« Le Syndrome Méditerranéen » : un mal de plus en période de crise sanitaire ?

La pandémie de COVID-19 qui frappe actuellement le monde, domine l’actualité et rythme nos vies depuis déjà plus de huit mois. Cependant, au regard de cette crise sanitaire, il est essentiel de placer au sein du débat la problématique du « Syndrome Méditerranéen » qui affecte le monde médical depuis des années.

Le « Syndrome Méditerranéen » est communément défini comme étant un stéréotype culturel, à dimension raciste, du monde médical, où les professionnels soignants accusent les personnes d’origine maghrébine, africaine subsaharienne ou d’autres minorités ethniques d’exagérer leurs symptômes et douleurs, entraînant une défaillance dans la prise en charge médicale de ces populations.

Des arguments culturalistes avanceraient que les populations méditerranéennes auraient tendance à exprimer leurs douleurs plus ouvertement, voire de façon plus exagérée : c’est là que les préjugés racistes entreraient en jeu dans la prise en charge de ces patients.

En effet, si le personnel soignant part du principe que le patient a une façon d’exprimer sa douleur de manière « plus exagérée », en se basant uniquement sur sa culture ou son origine ethnique, alors ce personnel sera plus susceptible de minimiser le ressenti et la gravité de l’état de santé de son patient. Si à cela s’ajoutent le caractère soi-disant « plaintif et douillet » de ces patients, considérés ainsi comme des « patients plus difficiles » ainsi que la barrière de la langue dans certains cas, une prise en charge correcte de ces patients sera alors bien plus compliquée.

En décembre 2017, l’affaire Naomi Musenga avait provoqué l’indignation. En effet, alors que Naomi contactait les urgences, se plaignant de fortes douleurs au ventre, l’opératrice du SAMU de Strasbourg qui lui répondit fit preuve d’un véritable mépris envers la patiente, ne la prenant pas au sérieux et minimisant son appel à l’aide. Cette négligence a été lourde de conséquences, puisqu’elle coûtera la vie à Naomi.

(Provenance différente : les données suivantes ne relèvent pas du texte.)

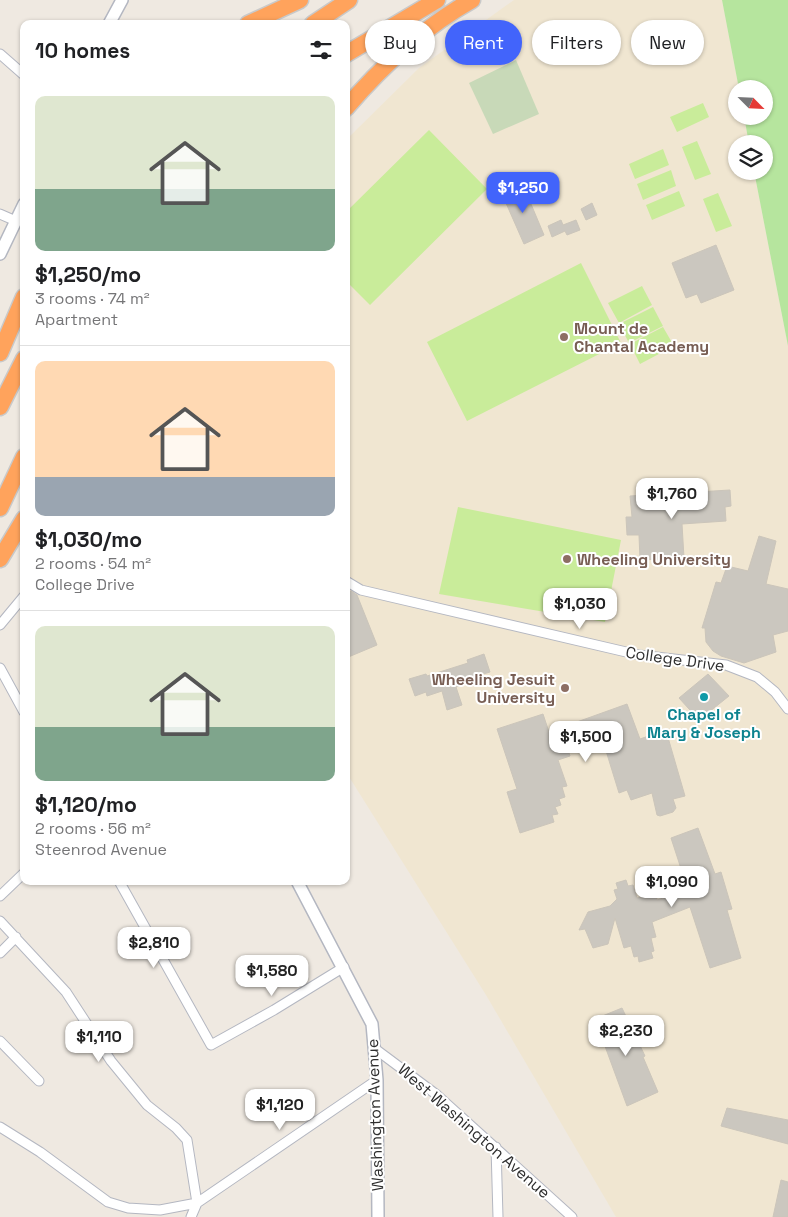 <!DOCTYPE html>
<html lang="en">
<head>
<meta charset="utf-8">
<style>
	:root { --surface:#fff; --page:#f2f2f2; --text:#202124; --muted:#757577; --line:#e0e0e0; --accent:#4264fb }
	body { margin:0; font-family:"Space Grotesk",sans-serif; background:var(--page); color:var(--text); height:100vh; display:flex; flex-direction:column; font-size:19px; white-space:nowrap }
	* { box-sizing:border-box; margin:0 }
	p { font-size:16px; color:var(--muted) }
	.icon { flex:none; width:28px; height:28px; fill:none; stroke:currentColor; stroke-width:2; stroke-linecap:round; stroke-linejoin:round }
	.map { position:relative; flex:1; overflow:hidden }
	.details { position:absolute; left:20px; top:20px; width:330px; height:865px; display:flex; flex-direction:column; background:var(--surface); border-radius:10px; box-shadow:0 1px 4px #0004 }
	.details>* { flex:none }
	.banner { position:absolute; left:365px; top:20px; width:348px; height:45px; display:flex; gap:10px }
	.needle { width:32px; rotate:114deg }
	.tools { position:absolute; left:728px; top:80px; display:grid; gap:10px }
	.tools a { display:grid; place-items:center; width:45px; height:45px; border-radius:50%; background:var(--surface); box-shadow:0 1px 4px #0004; font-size:25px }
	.price { position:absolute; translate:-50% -42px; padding:0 11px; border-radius:10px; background:#fff; color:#222; font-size:16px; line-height:32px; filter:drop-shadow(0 1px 2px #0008) }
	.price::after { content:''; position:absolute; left:50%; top:30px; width:15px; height:11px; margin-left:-8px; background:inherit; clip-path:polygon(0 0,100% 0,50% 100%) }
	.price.current { background:var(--accent); color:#fff }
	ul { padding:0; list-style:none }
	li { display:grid; align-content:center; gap:10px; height:265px; padding:0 15px }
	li+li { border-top:1px solid var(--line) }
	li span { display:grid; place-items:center; height:155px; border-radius:10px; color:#555 }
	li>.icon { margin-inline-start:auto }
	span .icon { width:90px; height:90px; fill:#fffc; stroke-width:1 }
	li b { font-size:21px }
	h2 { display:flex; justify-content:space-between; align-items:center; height:60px; padding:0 15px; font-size:21px }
	.pill { padding:0 18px; border-radius:22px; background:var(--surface); box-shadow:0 1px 4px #0004; font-size:18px; line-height:45px }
	.pill.current { background:var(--accent); color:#fff }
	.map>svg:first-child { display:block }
	.education { fill:#f0e6d1 }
	.green { fill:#b6e59e }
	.cemetery { fill:#c8d9b8 }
	.pitch { fill:#c9ec9a }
	.building { fill:#cbc7bf; stroke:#cbc5ba }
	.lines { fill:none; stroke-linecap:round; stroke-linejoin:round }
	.minor-casing { stroke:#b4b7c1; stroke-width:11 }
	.tertiary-casing { stroke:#b4b7c1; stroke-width:14 }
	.motorway-casing { stroke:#c9c9c9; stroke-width:19 }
	.minor { stroke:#fff; stroke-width:9 }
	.tertiary { stroke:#fff; stroke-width:11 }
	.motorway { stroke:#ffa35c; stroke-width:16 }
	.education-dot { fill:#8d6e63; stroke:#fff; stroke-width:2 }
	.culture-dot { fill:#0f9aa8; stroke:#fff; stroke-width:2 }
	.labels { text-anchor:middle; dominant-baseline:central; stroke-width:4; stroke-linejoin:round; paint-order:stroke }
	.education-label { font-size:16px; font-weight:bold; fill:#785e54; stroke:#fff; text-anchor:start }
	.street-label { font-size:16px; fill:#2e2e2e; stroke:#fff }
	.culture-label { font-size:16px; font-weight:bold; fill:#0d838f; stroke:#fff }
</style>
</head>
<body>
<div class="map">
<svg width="788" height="1217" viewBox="0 0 788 1217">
	<rect width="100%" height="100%" fill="#efe9e1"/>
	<!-- education -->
	<path class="education" d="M514,0H722L739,89H736V116H744L749,144H736V171H754L788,346V1217H616L486,995L346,772V140L419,68Z"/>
	<!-- green -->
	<path class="green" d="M722,0H788V346L754,171H764V144H749L744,116H764V89H739Z"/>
	<!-- cemetery -->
	<path class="cemetery" d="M516,60L539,114L493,134L469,83Z"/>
	<!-- pitch -->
	<path class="pitch" d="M703,103L709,117L677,132L670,117Z
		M429,130L487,189L370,305L346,281V212Z
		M697,141L711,174L695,180L682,147Z
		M663,149L669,165L635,179L629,164Z
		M671,170L676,186L643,200L637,184Z
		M679,191L685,206L652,220L646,205Z
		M718,193L732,226L716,232L703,199Z
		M581,263L621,343L467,421L427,342Z
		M642,286L652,305L619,323L608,303Z
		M653,307L663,326L629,343L619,324Z
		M663,327L674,346L640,364L630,344Z
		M458,507L621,540L605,622L439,594Z"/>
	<!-- building -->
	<path class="building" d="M523,185L544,235L524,244L502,194Z
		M592,203L597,215L586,220L581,209Z
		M561,220L563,225L576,220L580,230L567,235L565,231L552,237L548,226Z
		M716,245L734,290L701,303L697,294L686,298L672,263Z
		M730,490L731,506L725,507L726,521L682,524L684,558L640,560L639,535H627L626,517H632L630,496Z
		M759,536L776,541L766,584L788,589V631L773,635L776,652L744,663L721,656L713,651L706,642L705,628H702L716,582L721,583L727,566L748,571Z
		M351,591L357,595L377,645L346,658V593Z
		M484,654L490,672L480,675L481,679L456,687L462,705L447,710L442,691L427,696L426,692L415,696L409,679L426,674L427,676L468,663L467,660Z
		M708,674L729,696L699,720L679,698Z
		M627,704L640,739L660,732L661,736L667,734L685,796L673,799L676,808L673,812L660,816L657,815L652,793L631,800L627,790L619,793L603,741L594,744L593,741L568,750L570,756L558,760L567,786L562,787L565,797L559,799L561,805L555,807L558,814L552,815L554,822L520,833L507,792L517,789L497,729L543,714L549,732Z
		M698,828L715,874L721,872L732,909L727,910L741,958L710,968L690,907L652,922L656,937L651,938L654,951L651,952L653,958L639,962L638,956L634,957L631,946L624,948L615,918L608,944L593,948L585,929L579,930L588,912L610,906L617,899L614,890L618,889L616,883L626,880L628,886L633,885L637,898L656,894L657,900L688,890L671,838Z
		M622,1008L645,1056L643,1057L658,1092L627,1106L595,1019Z
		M727,1108L788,1120V1144L721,1126Z
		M781,1180L788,1182V1217H773Z"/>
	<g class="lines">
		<defs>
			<path id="minor" d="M0,54L24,75
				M0,214L16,221
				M346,581L361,590L639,655L726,665L757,677L775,692L788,709
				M0,625L24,596
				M0,668L24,712
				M119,881L211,1045L274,1010L344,967
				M0,896L24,873
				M0,921L66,992L111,1061L147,1105L176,1128L187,1140L197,1203
				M0,953L16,937
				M0,1041L39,1081
				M374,1048L437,1095L572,1217
				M0,1127L40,1152L108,1202L128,1208L160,1210L197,1203L377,1080
				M496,1147L498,1217
				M191,1217L197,1203"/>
			<path id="tertiary" d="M109,24L122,0
				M0,254L24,204
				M297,881L372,1024L377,1080L378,1217"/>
			<path id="motorway" d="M248,24L300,0
				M313,24L349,0
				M346,54L437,0
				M346,108C382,66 424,27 472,0
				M0,353L24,297
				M0,407L24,359
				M0,508L24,457
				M0,559L24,519"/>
		</defs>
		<!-- minor casing -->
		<use href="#minor" class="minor-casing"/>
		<!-- tertiary casing -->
		<use href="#tertiary" class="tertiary-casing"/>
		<!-- motorway casing -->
		<use href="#motorway" class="motorway-casing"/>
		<!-- minor -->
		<use href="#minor" class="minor"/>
		<!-- tertiary -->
		<use href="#tertiary" class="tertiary"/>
		<!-- motorway -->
		<use href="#motorway" class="motorway"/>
	</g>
	<!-- markers -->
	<g class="education-dot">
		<circle cx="564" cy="337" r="5"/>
		<circle cx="567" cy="559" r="5"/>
		<circle cx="565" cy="688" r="5"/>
	</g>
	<circle class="culture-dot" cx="704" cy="697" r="5"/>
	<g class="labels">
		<!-- education labels -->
		<g class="education-label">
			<text x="574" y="328">Mount de<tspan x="574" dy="18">Chantal Academy</tspan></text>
			<text x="577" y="559">Wheeling University</text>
			<text x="555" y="679" text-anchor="end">Wheeling Jesuit<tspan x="555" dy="18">University</tspan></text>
		</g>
		<!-- street labels -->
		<g class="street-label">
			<text transform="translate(675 659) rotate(8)">College Drive</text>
			<text transform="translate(375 1115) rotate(-92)">Washington Avenue</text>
			<text transform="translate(474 1131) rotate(41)">West Washington Avenue</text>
		</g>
		<!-- culture labels -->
		<g class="culture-label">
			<text x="704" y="714">Chapel of<tspan x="704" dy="18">Mary &amp; Joseph</tspan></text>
		</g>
	</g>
</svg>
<div class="tools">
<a><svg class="needle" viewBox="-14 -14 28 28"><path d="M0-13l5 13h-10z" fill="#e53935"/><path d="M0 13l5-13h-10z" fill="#757577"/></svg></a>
<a><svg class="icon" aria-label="layers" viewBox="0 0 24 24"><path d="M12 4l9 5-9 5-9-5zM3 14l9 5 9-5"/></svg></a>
</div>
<b class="price current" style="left:523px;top:214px">$1,250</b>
<b class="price" style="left:672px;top:520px">$1,760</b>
<b class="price" style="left:580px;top:630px">$1,030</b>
<b class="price" style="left:586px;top:763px">$1,500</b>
<b class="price" style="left:672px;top:908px">$1,090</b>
<b class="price" style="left:154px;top:969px">$2,810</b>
<b class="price" style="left:272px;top:997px">$1,580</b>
<b class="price" style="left:626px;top:1057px">$2,230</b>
<b class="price" style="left:99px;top:1063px">$1,110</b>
<b class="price" style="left:280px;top:1131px">$1,120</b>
<div class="banner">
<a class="pill">Buy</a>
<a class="pill current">Rent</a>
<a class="pill">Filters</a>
<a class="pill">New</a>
</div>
<section class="details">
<h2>10 homes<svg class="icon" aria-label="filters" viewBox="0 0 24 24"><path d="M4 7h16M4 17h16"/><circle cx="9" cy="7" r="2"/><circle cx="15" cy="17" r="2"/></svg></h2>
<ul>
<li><span style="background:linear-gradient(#dfe7d0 60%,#7fa58c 0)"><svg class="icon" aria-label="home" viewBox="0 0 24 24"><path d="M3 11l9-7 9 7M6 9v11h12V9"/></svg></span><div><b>$1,250/mo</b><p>3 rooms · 74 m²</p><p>Apartment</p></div></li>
<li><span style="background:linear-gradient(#ffd9b3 75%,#9aa5b1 0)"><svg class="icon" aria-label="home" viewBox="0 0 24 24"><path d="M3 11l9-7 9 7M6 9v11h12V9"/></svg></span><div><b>$1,030/mo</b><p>2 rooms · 54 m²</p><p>College Drive</p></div></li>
<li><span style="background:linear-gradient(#dfe7d0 65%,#7fa58c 0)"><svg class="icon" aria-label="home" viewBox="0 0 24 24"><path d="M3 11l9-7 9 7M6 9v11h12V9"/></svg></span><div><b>$1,120/mo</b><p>2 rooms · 56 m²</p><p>Steenrod Avenue</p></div></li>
</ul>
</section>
</div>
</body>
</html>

L’affaire est décrite comme un drame, mais malheureusement le dédain subi par Naomi Musenga dans les dernières heures de sa vie est un phénomène répandu dans le milieu médical, comme en témoigne une actualité plus récente au Canada.

En septembre dernier, Joyce Echaquan, issue de la communauté des natifs Canadiens Atikamekw de Manawan, est décédée à l’hôpital de Joliette au Québec dans des circonstances troublantes. En effet, une vidéo largement diffusée sur les réseaux sociaux quelques temps après le drame, a permis de dévoiler que la patiente a été victime de propos racistes et dégradants émanant du personnel soignant peu avant son décès.

Au regard de ces incidents, qui ne font que se multiplier et particulièrement en période de crise sanitaire, une question se pose : les patients racisés sont-ils sérieusement écoutés dans leurs maux ?  Le serment d’Hippocrate énonce :  « Au service de mes patients, je favoriserai leur santé et soulagerai leurs souffrances. (…) Je veillerai à ce que des convictions politiques ou philosophiques, des considérations de classe sociale, de race, d’ethnie, de nation, de langue, de genre, de préférence sexuelle, d’âge, de maladie ou de handicap n’influencent pas mon attitude envers mes patients ». Il est donc intéressant de se demander si de tels vœux sont respectés quand des patients se voient moqués ou méprisés en vertu de leur couleur de peau ou de leurs origines.

Quelles solutions peuvent donc être trouvées face à une telle problématique ? Sur les réseaux sociaux, le partage d’un annuaire de médecins racisés, supposé pallier au risque d’être confronté à un médecin raciste, a provoqué la polémique et a été accusé de perpétuer une forme de communautarisme.

Toutefois, si un tel annuaire n’était pas amené à voir le jour, l’ASBL MRAX (Mouvement contre le racisme, l’antisémitisme et la xénophobie) explique qu’il faudra dès lors travailler à déconstruire les préjugés et stéréotypes racistes qui nuisent aux relations humaines et publiques, mais aussi apprendre à respecter les différences portées par une société multiculturelle.

Pour ce faire, des moyens concrets devront être mis en place, sous le prisme des différences biologiques propres à chaque ethnie et à chaque couleur de peau. Il sera également essentiel de normaliser la présence d’interprètes dans les hôpitaux, de diversifier les personnels médicaux, ainsi que d’améliorer les conditions de travail de ce personnel médical, qui se sentant surmené opère parfois des tris dans les patient.e.s, les amenant à en négliger certain.e.s.